Woodford compensation deal could set a dangerous precedent

Experts claim that the City regulator’s £230m compensation deal for Woodford Investors is “likely” to set a “dangerous precedent” for UK finance by removing the “cornerstone protection” of investors.

Five academics with expertise in financial regulation wrote to the High Court Judge who will decide whether or not to approve the scheme. They warned that the scheme could “constitute systemic risk for the UK economy”, by establishing the principle that investor protections, such as access to Financial Ombudsman Service (FOS) and Financial Services Compensation Scheme (FSCS), can be removed.

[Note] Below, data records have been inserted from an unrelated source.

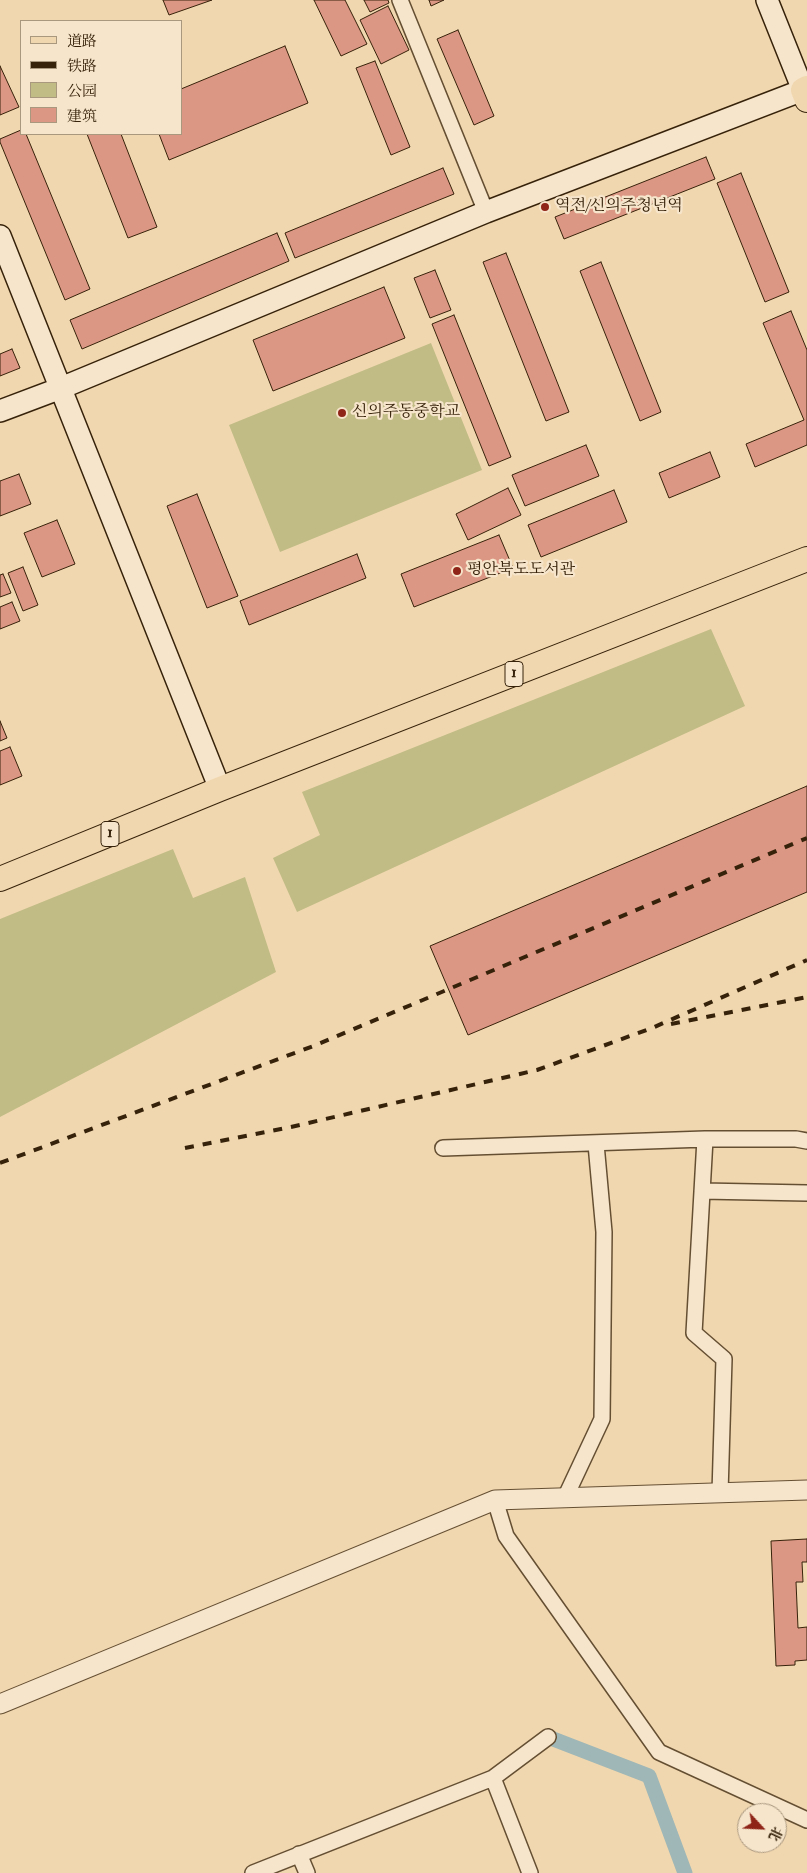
<!DOCTYPE html>
<meta charset="utf-8">
<style>
body{margin:0}
#map{position:relative;width:807px;height:1873px;overflow:hidden;background:#f1d7af;font-family:"IM FELL Double Pica","Noto Serif SC",serif}
canvas{display:block}
.legend{position:absolute;left:20px;top:20px;width:162px;height:115px;box-sizing:border-box;background:#f6e5cb;border:1px solid #a9977e;margin:0;padding:6px 9px;list-style:none;font-size:15px;color:#36220a}
.legend li{display:flex;align-items:center;gap:10px;height:25px}
.legend b{width:25px;border:1px solid #a9977e}
.north{position:absolute;left:737px;top:1803px;width:50px;height:50px;box-sizing:border-box;background:#f6e5cb;border:1px solid #a9977e;border-radius:50%;rotate:115deg;font-size:14px;font-weight:700;line-height:20px;text-align:center;color:#36220a}
.north::after{content:'';display:block;margin:auto;width:18px;height:22px;background:#8f2418;clip-path:polygon(50% 0,100% 100%,50% 72%,0 100%)}
</style>
<div id="map">
<canvas width="807" height="1873"></canvas>
<ul class="legend">
<li><b style="height:6px;background:#f1d7af"></b>道路</li>
<li><b style="height:6px;background:#36220a"></b>铁路</li>
<li><b style="height:14px;background:#c1bc86"></b>公园</li>
<li><b style="height:14px;background:#dc9684"></b>建筑</li>
</ul>
<div class="north">北</div>
</div>
<script>
const g = document.querySelector('canvas').getContext('2d');
g.lineJoin = 'round';
function fill(path, color) {
  g.fillStyle = color;
  g.fill(path, 'evenodd');
}
function toPath(rows) {
  const path = new Path2D();
  for (const r of rows) {
    path.moveTo(r[0], r[1]);
    for (let i = 2; i < r.length; i += 2) path.lineTo(r[i], r[i + 1]);
  }
  return path;
}
function trace(path, color, width, dash) {
  g.strokeStyle = color;
  g.lineWidth = width;
  g.lineCap = dash ? 'butt' : 'round';
  g.setLineDash(dash || []);
  g.stroke(path);
}
function write(font, color, halo, rows, align = 'center') {
  g.font = font + ' "IM FELL Double Pica","Noto Serif KR",serif';
  g.lineWidth = 4.5;
  g.setLineDash([]);
  g.textBaseline = 'middle';
  g.strokeStyle = halo;
  g.fillStyle = color;
  for (const [text, x, y, turn = 0] of rows) {
    g.save();
    g.translate(x, y);
    g.rotate((+turn || 0) * Math.PI / 180);
    g.textAlign = isNaN(turn) ? turn : align;
    if (halo) g.strokeText(text, 0, 0);
    g.fillText(text, 0, 0);
    g.restore();
  }
}
fill(toPath([
 [431,343,482,470,280,552,229,425],
 [711,629,745,706,297,912,273,858,320,835,302,792],
 [173,849,193,898,245,877,276,972,0,1117,0,919]
]), '#c1bc86');
trace(toPath([
 [548,1737,649,1776,685,1873]
]), '#9fb7b6', 15);
const building = toPath([
 [163,0,212,0,169,15,163,0],
 [314,0,345,0,367,44,341,56,314,0],
 [364,0,388,0,389,3,370,12,364,0],
 [429,0,444,0,431,6,429,0],
 [388,6,409,50,381,64,360,20,388,6],
 [458,30,494,116,474,125,437,39,458,30],
 [285,46,308,103,169,160,159,134,181,134,181,89,285,46],
 [375,61,410,147,391,155,356,68,375,61],
 [0,66,19,107,0,115,0,66],
 [21,130,21,134,26,134,90,289,65,300,0,142,0,139,21,130],
 [87,134,121,134,157,227,128,238,87,134],
 [706,157,715,179,564,239,555,217,706,157],
 [443,168,454,194,295,258,285,233,443,168],
 [741,173,789,292,765,302,717,183,741,173],
 [277,233,289,261,82,349,70,320,277,233],
 [506,253,569,412,546,421,483,262,506,253],
 [601,262,661,412,640,421,580,271,601,262],
 [435,270,451,310,430,318,414,278,435,270],
 [384,287,405,338,273,391,253,340,384,287],
 [791,311,807,350,807,445,755,467,746,444,804,420,763,323,791,311],
 [454,315,511,457,489,466,432,324,454,315],
 [12,349,20,368,0,376,0,354,12,349],
 [586,445,599,476,525,506,512,475,586,445],
 [710,452,720,477,669,498,659,473,710,452],
 [19,474,31,504,0,516,0,481,19,474],
 [508,488,521,515,468,540,456,514,508,488],
 [614,490,627,522,541,557,528,525,614,490],
 [197,494,238,596,207,608,167,506,197,494],
 [57,520,75,564,42,577,24,533,57,520],
 [499,535,513,568,414,607,401,574,499,535],
 [357,554,366,578,249,625,240,601,357,554],
 [23,567,38,605,23,611,8,573,23,567],
 [3,574,11,593,0,597,0,575,3,574],
 [12,602,20,621,0,629,0,607,12,602],
 [0,721,7,738,0,741,0,721],
 [10,747,22,776,0,785,0,751,10,747],
 [807,786,807,892,468,1035,430,946,807,786],
 [807,1539,807,1562,802,1562,803,1582,796,1582,798,1628,807,1627,807,1660,795,1661,795,1665,776,1666,771,1541,807,1539]
]);
fill(building, '#dc9684');
trace(building, '#36220a', 1);
const minor = toPath([
 [400,0,486,212],
 [705,1139,694,1333,724,1359,720,1493],
 [443,1148,705,1139,796,1139,807,1141],
 [702,1191,807,1193],
 [565,1498,602,1419,604,1232,596,1144],
 [495,1500,506,1536,659,1752,807,1820],
 [493,1778,530,1873],
 [299,1854,307,1873],
 [253,1873,493,1778,548,1737]
]);
const tertiary = toPath([
 [0,1704,495,1500,807,1490]
]);
const secondary = toPath([
 [0,236,220,789],
 [0,411,61,388,486,212,803,90,767,0]
]);
const primary = toPath([
 [807,88,803,90,807,100],
 [0,879,220,789,807,559]
]);
trace(minor, '#654f33', 18);
trace(tertiary, '#654f33', 21);
trace(secondary, '#36220a', 24);
trace(primary, '#36220a', 26);
trace(minor, '#f6e5cb', 15);
trace(tertiary, '#f6e5cb', 19);
trace(secondary, '#f6e5cb', 21);
trace(primary, '#f1d7af', 24);
trace(toPath([
 [671,1024,807,997],
 [185,1148,291,1127,537,1070,652,1028,807,960],
 [0,1163,316,1045,807,838]
]), '#36220a', 4, [9, 9]);
for (const [x, y, r, color] of [
 [545,207,5,"#8f2418"],
 [342,413,5,"#8f2418"],
 [457,571,5,"#8f2418"]
]) {
  const dot = new Path2D();
  dot.arc(x, y, r, 0, 2 * Math.PI);
  g.fillStyle = color;
  g.fill(dot);
  trace(dot, '#f6e5cb', 2);
}
for (const [x, y, w] of [
 [514,674,18],
 [110,834,18]
]) {
  const box = new Path2D();
  box.roundRect(x - w / 2, y - 12.5, w, 25, 4);
  g.fillStyle = '#f6e5cb';
  g.fill(box);
  trace(box, '#36220a', 1);
}
write('bold 15px', '#36220a', null, [
 ["1",514,674],
 ["1",110,834]
]);
write('16px', '#36220a', '#f6e5cb', [
 ["역전/신의주청년역",555,207],
 ["신의주동중학교",352,413],
 ["평안북도도서관",467,571]
], 'left');
</script>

Last month, the victims of the failure of Neil Woodford’s principal investment fund have voted in favor of the deal. The High Court is expected to sanction the deal at an upcoming hearing on Thursday.

Link Fund Solutions, administrator of Woodford Equity Income Fund said last month that 93,7% of investors voted for the deal. The Financial Conduct Authority orchestrated the “scheme-of-arrangement” which means investors will no longer be able sue Link Fund Solutions or complain to the Financial Ombudsman Service to tap into a larger compensation payout from the industry funded Financial Services Compensation Scheme.

In the letter it states: “We are worried that if approved, the proposed scheme, in its current format, will strip affected investors of all their legal protections.” The investors would have to suffer this many years after relying on boilerplate statements stating that these protections existed and making their investment decisions with good faith. This ruling would set a dangerous precedent in the UK financial services industry.

Academics warn the scheme may have unintended consequences, such as increasing volatility on the market and diluting the trust of market participants. It could also damage the reputation of UK financial services. If the primary legislation’s clear and unambiguous protection guarantee were to be undermined, there would be good reason to expect a loss in confidence.

Signatories included Markus Krebsz, professor at Woxsen University, and member of an economic commission of the United Nations; Steve Keen a professor who was said to be one of the very few professors that predicted the global financial crises; and Andrew Clare a Bayes Business School professor and trustee of many corporate pension schemes.

The High Court has been asked to investigate whether the FCA had conducted a “detailed assessment of the removal of these protections”, and if the Treasury and Bank of England were consulted. Imagine how the global financial crash of 2007-10 would have unfolded if consumers had any reason to believe that the FSCS coverage on their bank deposits was not 100% bulletproof.

A total of 300,000 private investors and institutions suffered heavy losses in 2019 after the popular Woodford fund first was suspended due to a flood of redemption requests. It was then liquidated.

Transparency Taskforce is a consumer group that has filed a legal complaint against the scheme. It warns that it “drives a coach and horse through the statutory rights of investors” and may therefore be illegal.

The regulator indicated that it was up to the courts to determine whether the removal of protections is legal. It also stated that this scheme “offers a quick and easy way for most people to seek redress.” Other methods of compensation, such as the FOS, the FSCS or litigation are not guaranteed.

The letter was also signed by Andy Schmulow an associate professor of Law at the University of Wollongong in Australia and co-editor of The Cambridge Handbook of Twin Peaks Financial Regulation, as well as David Llewelyn emeritus Professor of Money and Banking at Loughborough University, and former Chairman of the Banking Stakeholder Group of the European Banking Authority.